The task » The entries below should be repeated exactly, with no pictures carried over.
◆ ◆ ◆
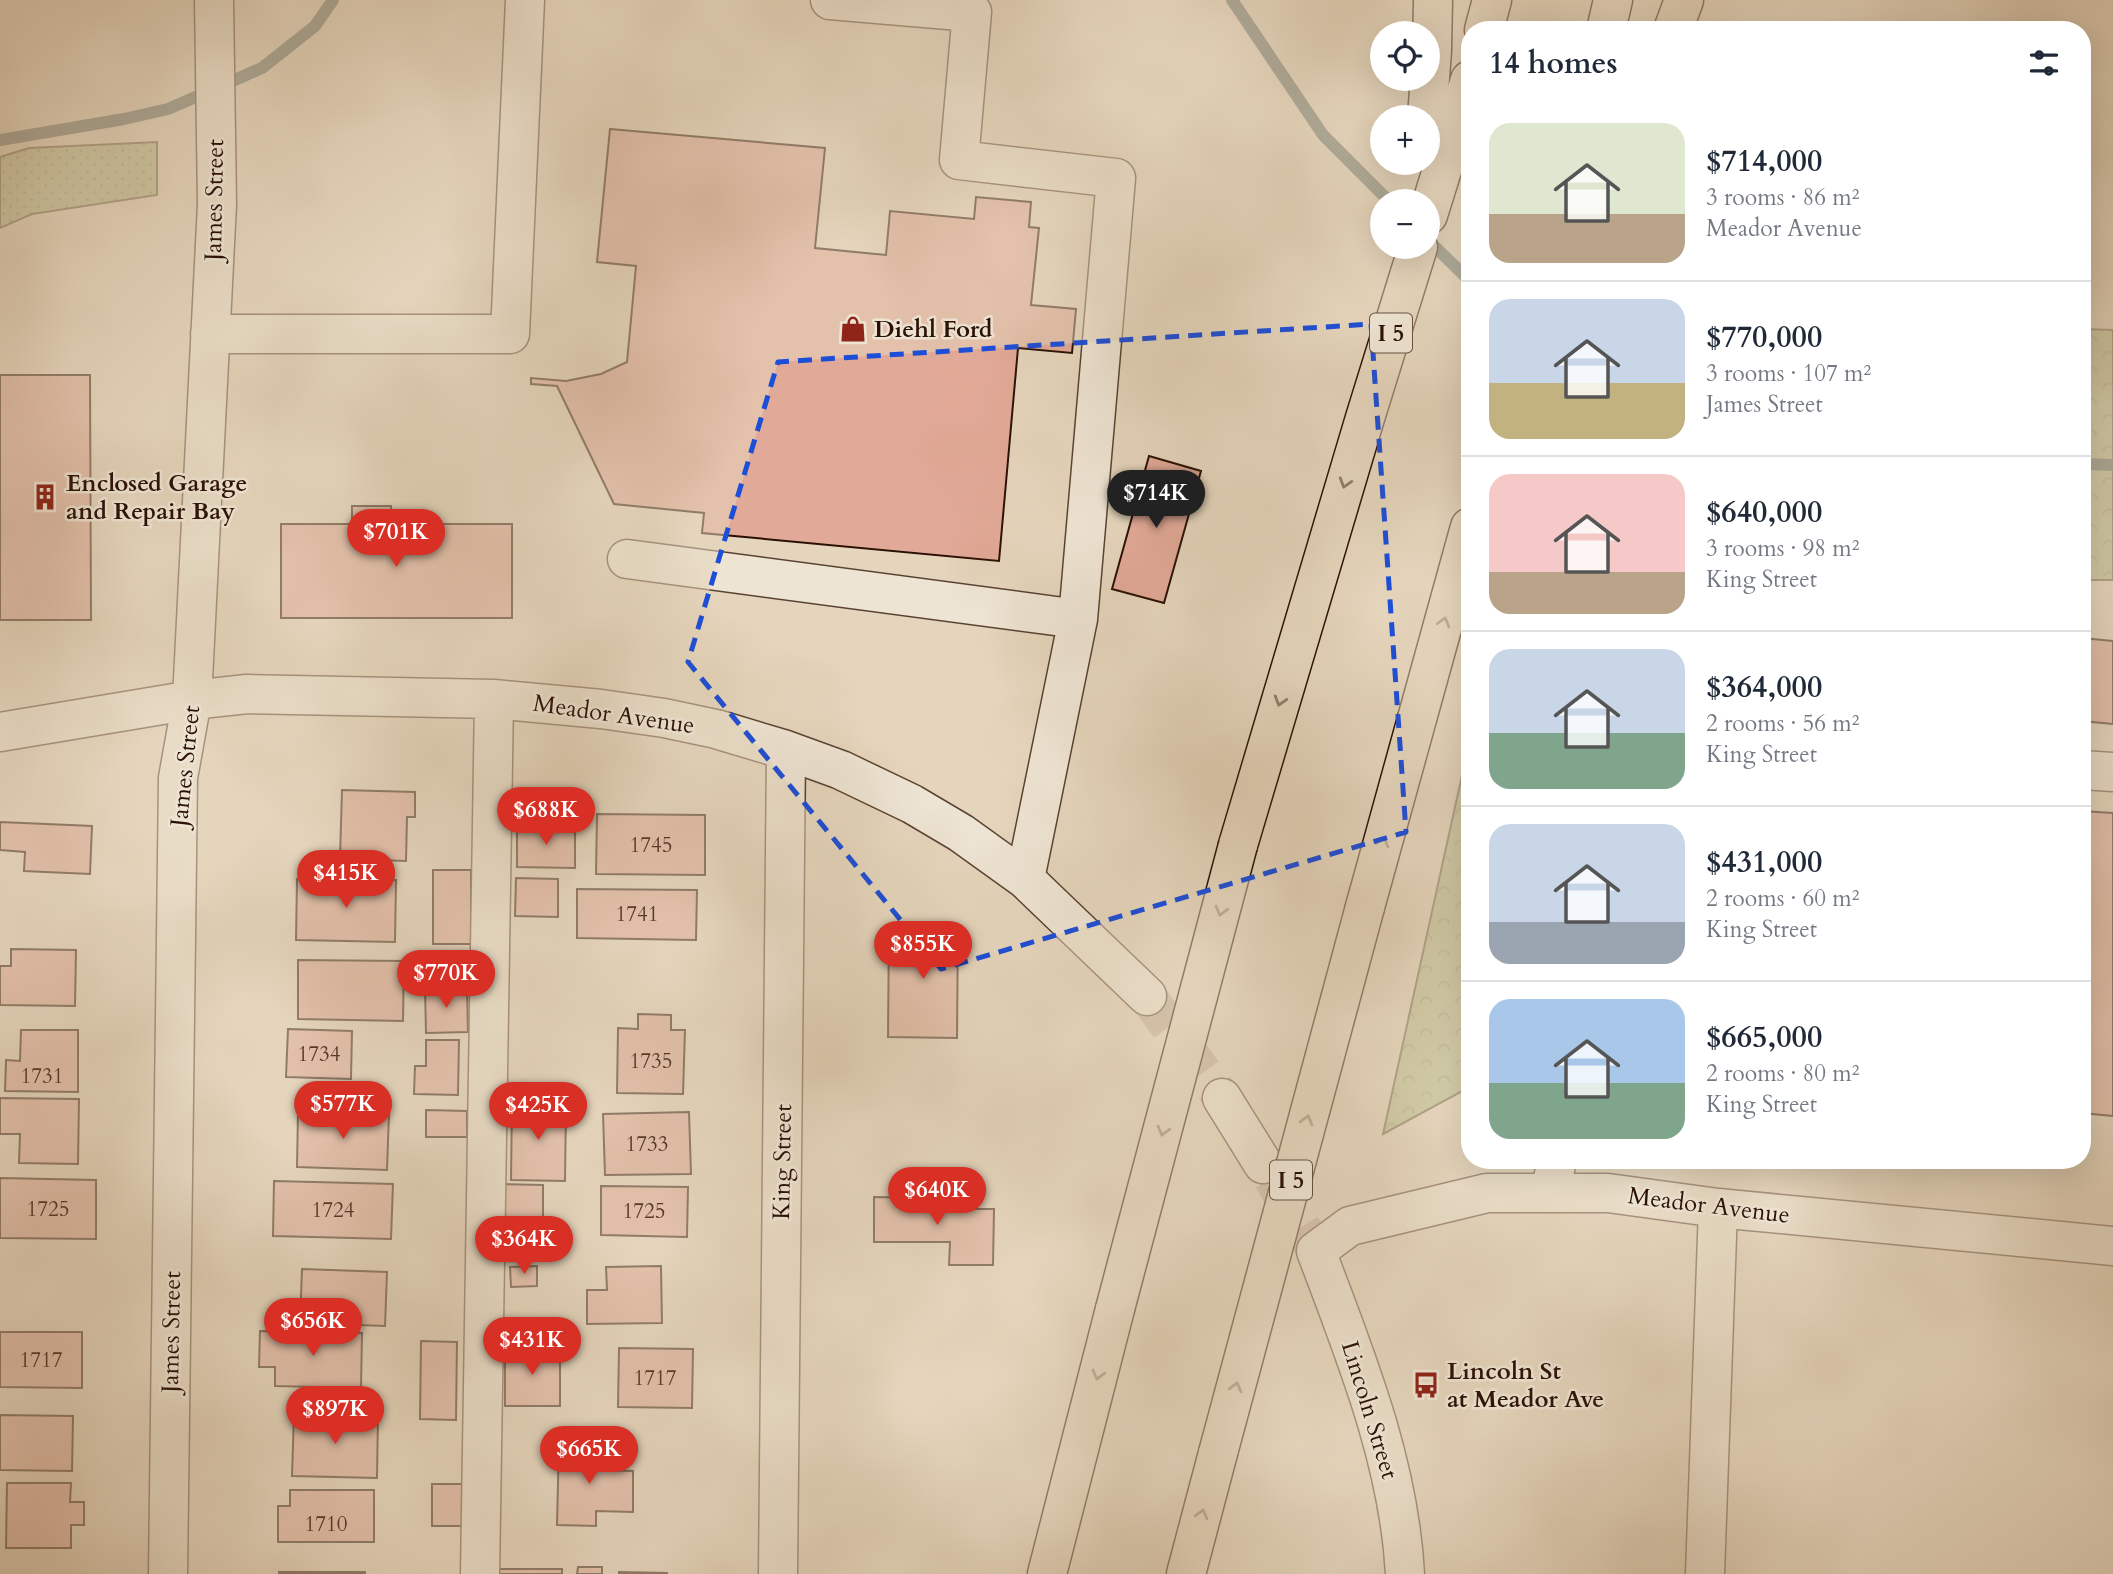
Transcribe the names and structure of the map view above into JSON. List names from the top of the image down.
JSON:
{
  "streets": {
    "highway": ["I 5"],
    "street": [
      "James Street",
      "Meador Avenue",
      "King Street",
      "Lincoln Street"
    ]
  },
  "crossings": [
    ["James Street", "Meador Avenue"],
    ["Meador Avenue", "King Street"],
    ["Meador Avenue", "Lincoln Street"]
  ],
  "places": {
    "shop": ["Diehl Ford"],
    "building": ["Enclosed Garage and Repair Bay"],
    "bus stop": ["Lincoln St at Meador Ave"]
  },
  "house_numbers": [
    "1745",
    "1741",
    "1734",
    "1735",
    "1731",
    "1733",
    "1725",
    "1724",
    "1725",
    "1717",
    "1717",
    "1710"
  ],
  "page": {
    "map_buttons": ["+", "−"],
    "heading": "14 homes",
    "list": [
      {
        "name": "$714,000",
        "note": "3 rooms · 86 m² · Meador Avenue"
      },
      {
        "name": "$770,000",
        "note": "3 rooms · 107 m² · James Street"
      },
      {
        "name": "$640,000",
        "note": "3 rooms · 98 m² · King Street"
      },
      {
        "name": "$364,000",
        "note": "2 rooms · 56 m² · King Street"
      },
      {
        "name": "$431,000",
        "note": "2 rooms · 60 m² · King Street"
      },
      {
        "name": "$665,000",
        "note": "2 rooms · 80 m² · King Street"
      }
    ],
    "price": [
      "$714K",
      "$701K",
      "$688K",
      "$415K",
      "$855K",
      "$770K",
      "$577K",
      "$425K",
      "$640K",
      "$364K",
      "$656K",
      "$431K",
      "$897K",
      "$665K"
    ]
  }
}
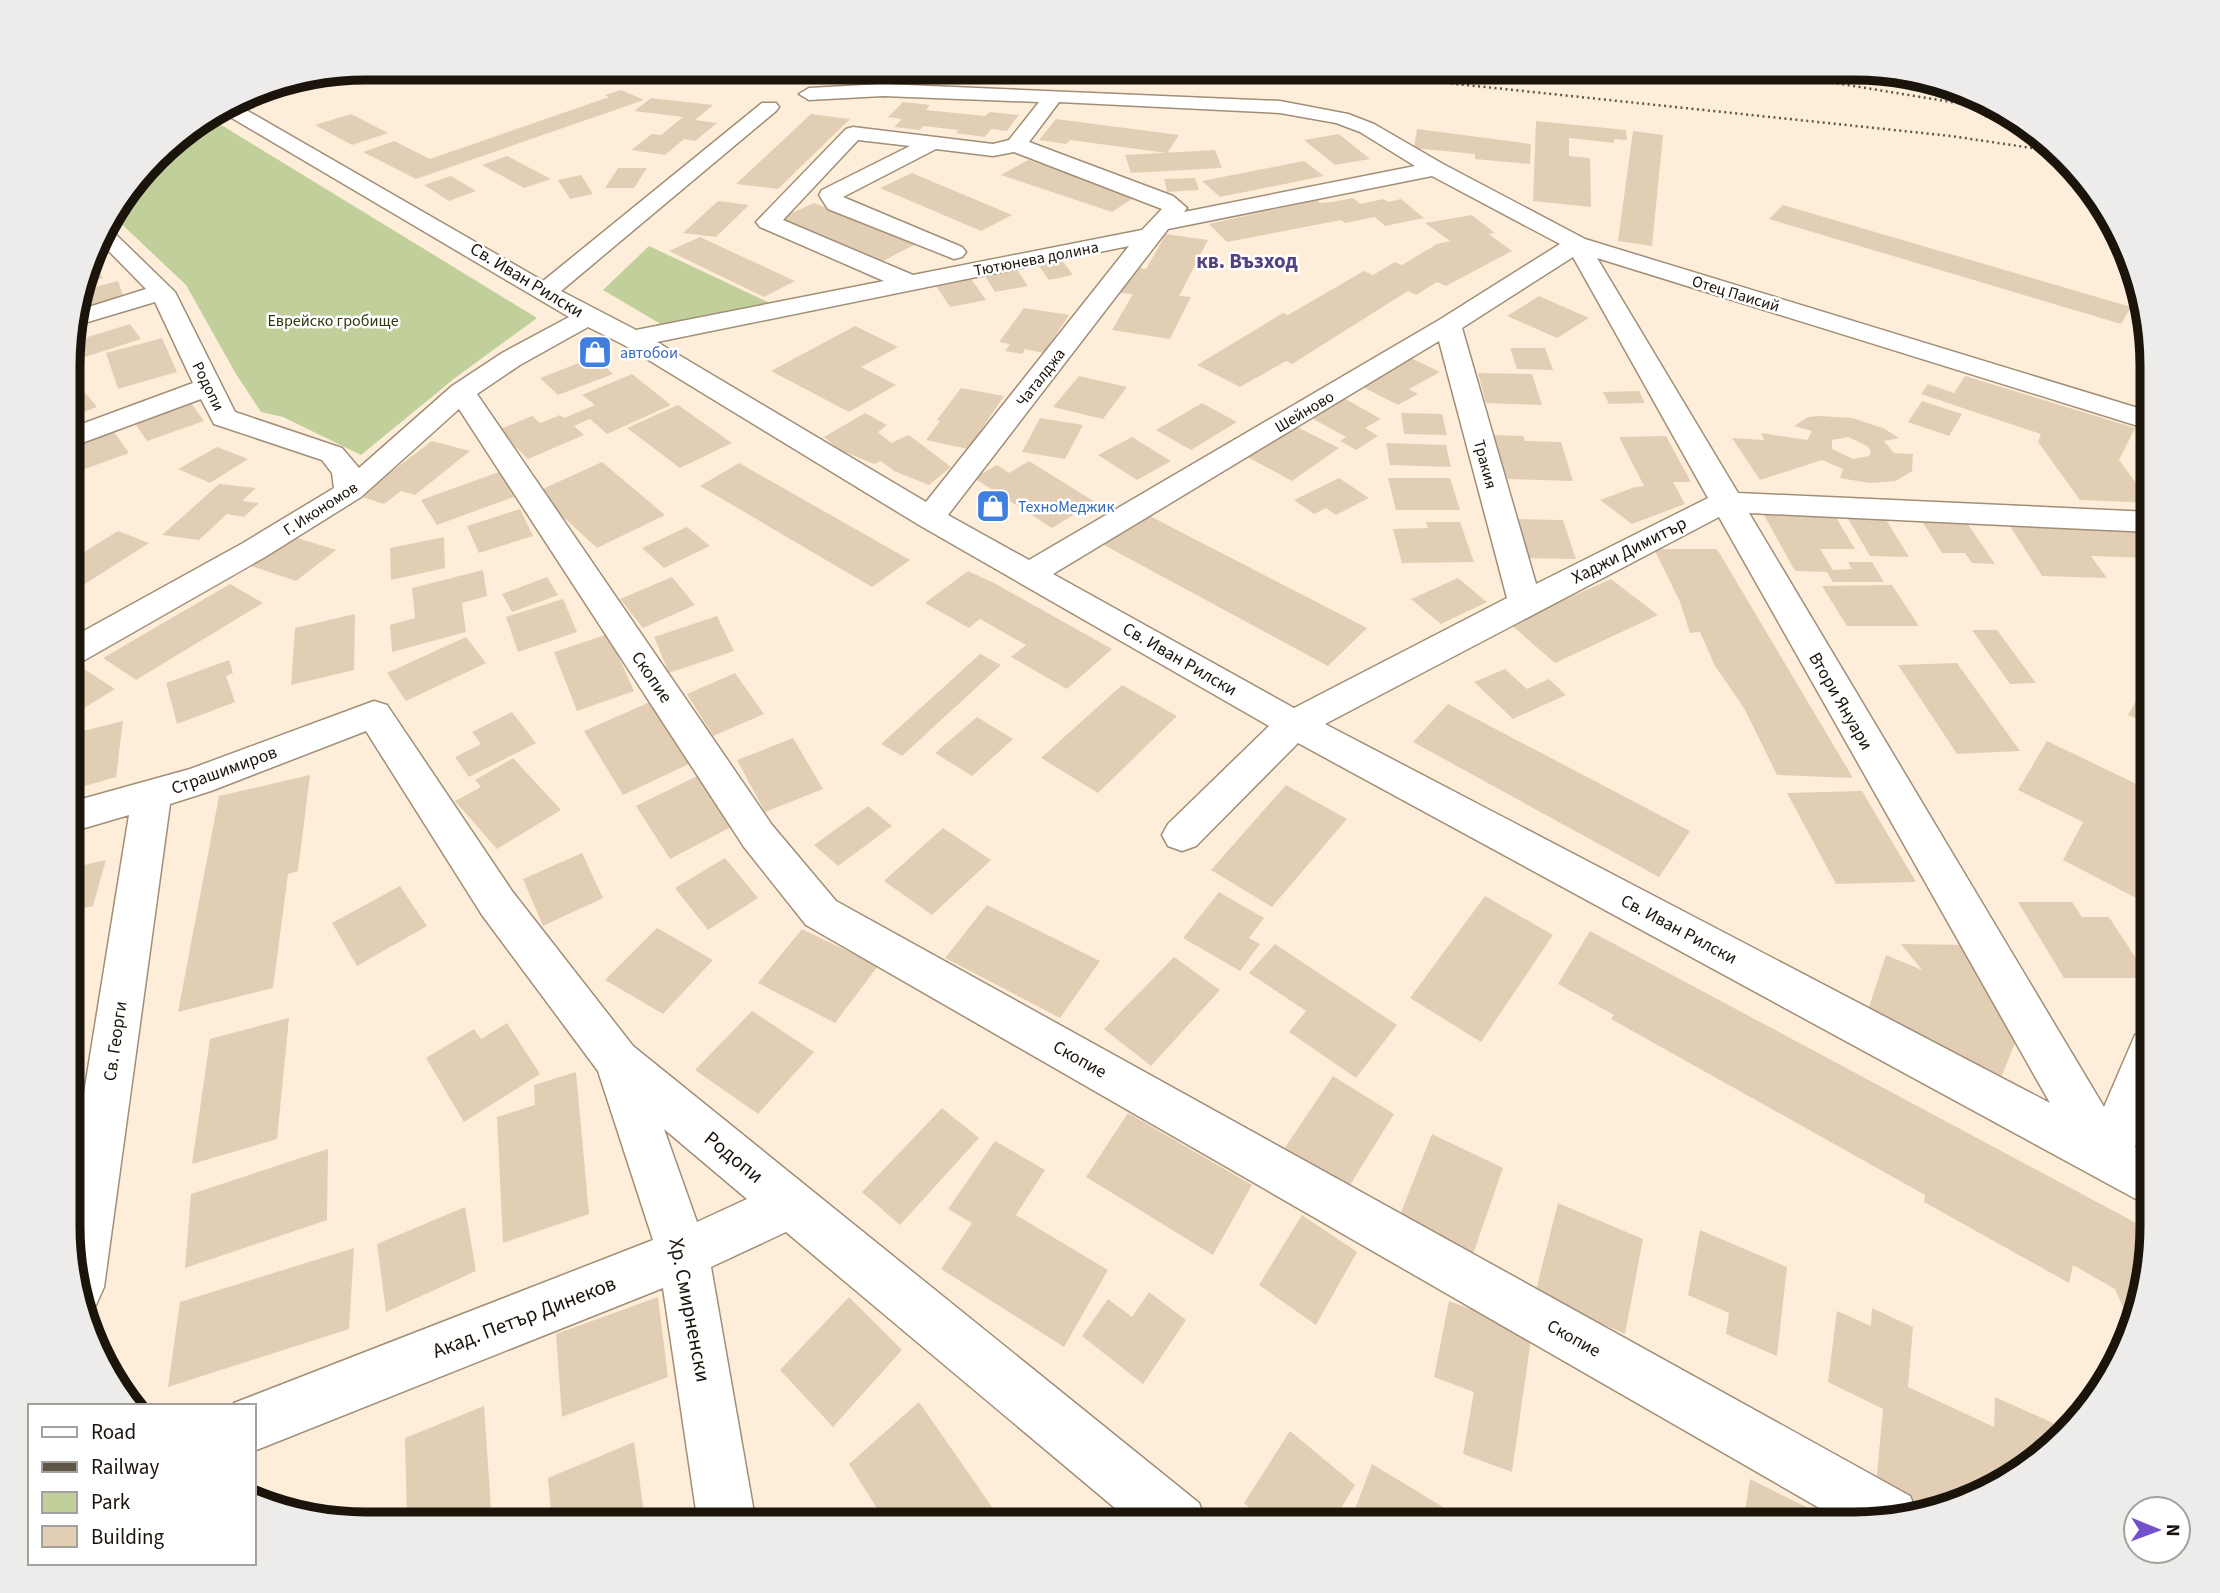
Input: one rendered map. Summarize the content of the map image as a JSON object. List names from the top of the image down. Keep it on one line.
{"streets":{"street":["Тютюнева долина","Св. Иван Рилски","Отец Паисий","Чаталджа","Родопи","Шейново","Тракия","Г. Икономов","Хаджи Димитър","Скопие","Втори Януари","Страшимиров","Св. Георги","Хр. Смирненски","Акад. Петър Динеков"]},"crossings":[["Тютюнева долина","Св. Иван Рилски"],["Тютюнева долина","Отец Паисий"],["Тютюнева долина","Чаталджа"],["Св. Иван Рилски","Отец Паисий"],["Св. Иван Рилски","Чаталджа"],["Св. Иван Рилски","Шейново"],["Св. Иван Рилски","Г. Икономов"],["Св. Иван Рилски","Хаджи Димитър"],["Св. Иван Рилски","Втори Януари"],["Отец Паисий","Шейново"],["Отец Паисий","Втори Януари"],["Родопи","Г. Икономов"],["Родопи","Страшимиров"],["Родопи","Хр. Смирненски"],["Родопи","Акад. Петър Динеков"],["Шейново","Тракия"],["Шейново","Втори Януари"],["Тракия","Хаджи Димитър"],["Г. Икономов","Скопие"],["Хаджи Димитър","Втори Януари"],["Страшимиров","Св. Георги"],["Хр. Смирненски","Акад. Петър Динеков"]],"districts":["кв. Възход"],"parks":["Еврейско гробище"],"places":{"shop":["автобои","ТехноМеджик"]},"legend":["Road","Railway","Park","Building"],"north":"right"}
◆ ◆ ◆
Solution to the exercise »
Transcribe the names and structure of the map view above into JSON. List names from the top of the image down.
JSON:
{
  "streets": {
    "highway": ["I 5"],
    "street": [
      "James Street",
      "Meador Avenue",
      "King Street",
      "Lincoln Street"
    ]
  },
  "crossings": [
    ["James Street", "Meador Avenue"],
    ["Meador Avenue", "King Street"],
    ["Meador Avenue", "Lincoln Street"]
  ],
  "places": {
    "shop": ["Diehl Ford"],
    "building": ["Enclosed Garage and Repair Bay"],
    "bus stop": ["Lincoln St at Meador Ave"]
  },
  "house_numbers": [
    "1745",
    "1741",
    "1734",
    "1735",
    "1731",
    "1733",
    "1725",
    "1724",
    "1725",
    "1717",
    "1717",
    "1710"
  ],
  "page": {
    "map_buttons": ["+", "−"],
    "heading": "14 homes",
    "list": [
      {
        "name": "$714,000",
        "note": "3 rooms · 86 m² · Meador Avenue"
      },
      {
        "name": "$770,000",
        "note": "3 rooms · 107 m² · James Street"
      },
      {
        "name": "$640,000",
        "note": "3 rooms · 98 m² · King Street"
      },
      {
        "name": "$364,000",
        "note": "2 rooms · 56 m² · King Street"
      },
      {
        "name": "$431,000",
        "note": "2 rooms · 60 m² · King Street"
      },
      {
        "name": "$665,000",
        "note": "2 rooms · 80 m² · King Street"
      }
    ],
    "price": [
      "$714K",
      "$701K",
      "$688K",
      "$415K",
      "$855K",
      "$770K",
      "$577K",
      "$425K",
      "$640K",
      "$364K",
      "$656K",
      "$431K",
      "$897K",
      "$665K"
    ]
  }
}
Input: one rendered map. Summarize the content of the map image as a JSON object. List names from the top of the image down. Keep it on one line.
{"streets":{"street":["Тютюнева долина","Св. Иван Рилски","Отец Паисий","Чаталджа","Родопи","Шейново","Тракия","Г. Икономов","Хаджи Димитър","Скопие","Втори Януари","Страшимиров","Св. Георги","Хр. Смирненски","Акад. Петър Динеков"]},"crossings":[["Тютюнева долина","Св. Иван Рилски"],["Тютюнева долина","Отец Паисий"],["Тютюнева долина","Чаталджа"],["Св. Иван Рилски","Отец Паисий"],["Св. Иван Рилски","Чаталджа"],["Св. Иван Рилски","Шейново"],["Св. Иван Рилски","Г. Икономов"],["Св. Иван Рилски","Хаджи Димитър"],["Св. Иван Рилски","Втори Януари"],["Отец Паисий","Шейново"],["Отец Паисий","Втори Януари"],["Родопи","Г. Икономов"],["Родопи","Страшимиров"],["Родопи","Хр. Смирненски"],["Родопи","Акад. Петър Динеков"],["Шейново","Тракия"],["Шейново","Втори Януари"],["Тракия","Хаджи Димитър"],["Г. Икономов","Скопие"],["Хаджи Димитър","Втори Януари"],["Страшимиров","Св. Георги"],["Хр. Смирненски","Акад. Петър Динеков"]],"districts":["кв. Възход"],"parks":["Еврейско гробище"],"places":{"shop":["автобои","ТехноМеджик"]},"legend":["Road","Railway","Park","Building"],"north":"right"}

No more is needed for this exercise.